Your instructions: For every record below, write out an exact copy.

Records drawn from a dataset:

————————

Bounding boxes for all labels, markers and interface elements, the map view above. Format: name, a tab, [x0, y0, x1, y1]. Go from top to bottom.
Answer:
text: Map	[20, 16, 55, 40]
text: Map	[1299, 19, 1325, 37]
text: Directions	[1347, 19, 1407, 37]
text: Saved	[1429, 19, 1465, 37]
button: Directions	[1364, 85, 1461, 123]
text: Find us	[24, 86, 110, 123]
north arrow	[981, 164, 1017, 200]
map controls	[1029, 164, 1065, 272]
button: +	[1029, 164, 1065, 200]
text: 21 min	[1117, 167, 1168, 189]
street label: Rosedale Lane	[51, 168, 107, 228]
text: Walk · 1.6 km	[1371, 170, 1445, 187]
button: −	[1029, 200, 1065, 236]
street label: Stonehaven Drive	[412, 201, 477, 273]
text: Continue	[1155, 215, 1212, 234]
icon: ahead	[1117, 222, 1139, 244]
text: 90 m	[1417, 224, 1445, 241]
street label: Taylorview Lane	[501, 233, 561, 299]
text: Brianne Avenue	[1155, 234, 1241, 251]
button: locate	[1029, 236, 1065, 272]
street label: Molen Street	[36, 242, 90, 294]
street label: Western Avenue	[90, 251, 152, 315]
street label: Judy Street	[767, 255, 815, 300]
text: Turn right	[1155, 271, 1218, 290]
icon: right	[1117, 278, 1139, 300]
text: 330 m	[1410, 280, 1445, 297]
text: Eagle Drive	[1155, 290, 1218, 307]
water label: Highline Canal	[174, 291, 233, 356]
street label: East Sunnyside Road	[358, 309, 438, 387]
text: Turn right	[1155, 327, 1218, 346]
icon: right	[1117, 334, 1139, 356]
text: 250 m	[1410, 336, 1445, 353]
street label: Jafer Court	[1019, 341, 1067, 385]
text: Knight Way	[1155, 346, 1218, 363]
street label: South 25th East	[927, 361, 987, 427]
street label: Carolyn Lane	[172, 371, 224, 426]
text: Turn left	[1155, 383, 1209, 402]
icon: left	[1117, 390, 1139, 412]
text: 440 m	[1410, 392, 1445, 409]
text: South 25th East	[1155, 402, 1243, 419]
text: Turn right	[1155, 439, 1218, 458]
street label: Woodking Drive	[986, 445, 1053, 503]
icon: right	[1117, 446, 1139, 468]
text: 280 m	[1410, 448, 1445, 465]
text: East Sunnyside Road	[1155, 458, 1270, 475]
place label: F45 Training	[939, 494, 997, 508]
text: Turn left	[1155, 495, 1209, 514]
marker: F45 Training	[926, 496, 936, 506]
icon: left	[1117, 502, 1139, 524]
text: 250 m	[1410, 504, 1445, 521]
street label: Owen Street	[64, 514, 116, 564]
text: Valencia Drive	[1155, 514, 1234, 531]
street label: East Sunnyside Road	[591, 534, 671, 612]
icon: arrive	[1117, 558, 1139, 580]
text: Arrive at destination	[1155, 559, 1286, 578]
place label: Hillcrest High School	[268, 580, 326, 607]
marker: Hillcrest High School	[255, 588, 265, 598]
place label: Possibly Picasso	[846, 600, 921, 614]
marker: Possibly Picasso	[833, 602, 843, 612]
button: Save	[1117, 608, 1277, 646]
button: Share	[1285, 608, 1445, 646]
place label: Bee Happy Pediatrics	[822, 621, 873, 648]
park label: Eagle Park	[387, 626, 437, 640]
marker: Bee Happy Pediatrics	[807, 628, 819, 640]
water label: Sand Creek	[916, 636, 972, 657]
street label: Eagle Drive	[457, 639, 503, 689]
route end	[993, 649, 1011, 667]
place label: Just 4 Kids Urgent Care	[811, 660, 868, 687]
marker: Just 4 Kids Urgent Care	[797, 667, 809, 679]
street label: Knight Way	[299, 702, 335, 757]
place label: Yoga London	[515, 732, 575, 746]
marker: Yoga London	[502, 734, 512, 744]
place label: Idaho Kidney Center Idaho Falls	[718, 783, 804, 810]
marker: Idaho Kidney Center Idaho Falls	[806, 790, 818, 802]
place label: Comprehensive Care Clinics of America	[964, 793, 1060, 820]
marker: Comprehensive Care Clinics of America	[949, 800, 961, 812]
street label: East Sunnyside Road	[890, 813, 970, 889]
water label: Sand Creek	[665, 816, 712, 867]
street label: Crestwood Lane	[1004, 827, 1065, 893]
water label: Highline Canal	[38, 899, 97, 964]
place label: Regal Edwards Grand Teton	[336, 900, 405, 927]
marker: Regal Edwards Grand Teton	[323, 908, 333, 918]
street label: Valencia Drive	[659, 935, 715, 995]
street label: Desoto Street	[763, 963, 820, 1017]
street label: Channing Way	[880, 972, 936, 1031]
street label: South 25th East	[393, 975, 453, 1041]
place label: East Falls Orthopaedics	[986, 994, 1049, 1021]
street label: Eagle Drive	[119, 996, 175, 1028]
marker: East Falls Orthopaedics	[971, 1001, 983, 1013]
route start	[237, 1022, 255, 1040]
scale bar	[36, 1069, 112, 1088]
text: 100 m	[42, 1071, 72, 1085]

————————

Task response:
Bounding boxes for all labels, markers and interface elements, the map view above. Format: name, a tab, [x0, y0, x1, y1]. Go from top to bottom.
Answer:
text: Map	[20, 16, 55, 40]
text: Map	[1299, 19, 1325, 37]
text: Directions	[1347, 19, 1407, 37]
text: Saved	[1429, 19, 1465, 37]
button: Directions	[1364, 85, 1461, 123]
text: Find us	[24, 86, 110, 123]
north arrow	[981, 164, 1017, 200]
map controls	[1029, 164, 1065, 272]
button: +	[1029, 164, 1065, 200]
text: 21 min	[1117, 167, 1168, 189]
street label: Rosedale Lane	[51, 168, 107, 228]
text: Walk · 1.6 km	[1371, 170, 1445, 187]
button: −	[1029, 200, 1065, 236]
street label: Stonehaven Drive	[412, 201, 477, 273]
text: Continue	[1155, 215, 1212, 234]
icon: ahead	[1117, 222, 1139, 244]
text: 90 m	[1417, 224, 1445, 241]
street label: Taylorview Lane	[501, 233, 561, 299]
text: Brianne Avenue	[1155, 234, 1241, 251]
button: locate	[1029, 236, 1065, 272]
street label: Molen Street	[36, 242, 90, 294]
street label: Western Avenue	[90, 251, 152, 315]
street label: Judy Street	[767, 255, 815, 300]
text: Turn right	[1155, 271, 1218, 290]
icon: right	[1117, 278, 1139, 300]
text: 330 m	[1410, 280, 1445, 297]
text: Eagle Drive	[1155, 290, 1218, 307]
water label: Highline Canal	[174, 291, 233, 356]
street label: East Sunnyside Road	[358, 309, 438, 387]
text: Turn right	[1155, 327, 1218, 346]
icon: right	[1117, 334, 1139, 356]
text: 250 m	[1410, 336, 1445, 353]
street label: Jafer Court	[1019, 341, 1067, 385]
text: Knight Way	[1155, 346, 1218, 363]
street label: South 25th East	[927, 361, 987, 427]
street label: Carolyn Lane	[172, 371, 224, 426]
text: Turn left	[1155, 383, 1209, 402]
icon: left	[1117, 390, 1139, 412]
text: 440 m	[1410, 392, 1445, 409]
text: South 25th East	[1155, 402, 1243, 419]
text: Turn right	[1155, 439, 1218, 458]
street label: Woodking Drive	[986, 445, 1053, 503]
icon: right	[1117, 446, 1139, 468]
text: 280 m	[1410, 448, 1445, 465]
text: East Sunnyside Road	[1155, 458, 1270, 475]
place label: F45 Training	[939, 494, 997, 508]
text: Turn left	[1155, 495, 1209, 514]
marker: F45 Training	[926, 496, 936, 506]
icon: left	[1117, 502, 1139, 524]
text: 250 m	[1410, 504, 1445, 521]
street label: Owen Street	[64, 514, 116, 564]
text: Valencia Drive	[1155, 514, 1234, 531]
street label: East Sunnyside Road	[591, 534, 671, 612]
icon: arrive	[1117, 558, 1139, 580]
text: Arrive at destination	[1155, 559, 1286, 578]
place label: Hillcrest High School	[268, 580, 326, 607]
marker: Hillcrest High School	[255, 588, 265, 598]
place label: Possibly Picasso	[846, 600, 921, 614]
marker: Possibly Picasso	[833, 602, 843, 612]
button: Save	[1117, 608, 1277, 646]
button: Share	[1285, 608, 1445, 646]
place label: Bee Happy Pediatrics	[822, 621, 873, 648]
park label: Eagle Park	[387, 626, 437, 640]
marker: Bee Happy Pediatrics	[807, 628, 819, 640]
water label: Sand Creek	[916, 636, 972, 657]
street label: Eagle Drive	[457, 639, 503, 689]
route end	[993, 649, 1011, 667]
place label: Just 4 Kids Urgent Care	[811, 660, 868, 687]
marker: Just 4 Kids Urgent Care	[797, 667, 809, 679]
street label: Knight Way	[299, 702, 335, 757]
place label: Yoga London	[515, 732, 575, 746]
marker: Yoga London	[502, 734, 512, 744]
place label: Idaho Kidney Center Idaho Falls	[718, 783, 804, 810]
marker: Idaho Kidney Center Idaho Falls	[806, 790, 818, 802]
place label: Comprehensive Care Clinics of America	[964, 793, 1060, 820]
marker: Comprehensive Care Clinics of America	[949, 800, 961, 812]
street label: East Sunnyside Road	[890, 813, 970, 889]
water label: Sand Creek	[665, 816, 712, 867]
street label: Crestwood Lane	[1004, 827, 1065, 893]
water label: Highline Canal	[38, 899, 97, 964]
place label: Regal Edwards Grand Teton	[336, 900, 405, 927]
marker: Regal Edwards Grand Teton	[323, 908, 333, 918]
street label: Valencia Drive	[659, 935, 715, 995]
street label: Desoto Street	[763, 963, 820, 1017]
street label: Channing Way	[880, 972, 936, 1031]
street label: South 25th East	[393, 975, 453, 1041]
place label: East Falls Orthopaedics	[986, 994, 1049, 1021]
street label: Eagle Drive	[119, 996, 175, 1028]
marker: East Falls Orthopaedics	[971, 1001, 983, 1013]
route start	[237, 1022, 255, 1040]
scale bar	[36, 1069, 112, 1088]
text: 100 m	[42, 1071, 72, 1085]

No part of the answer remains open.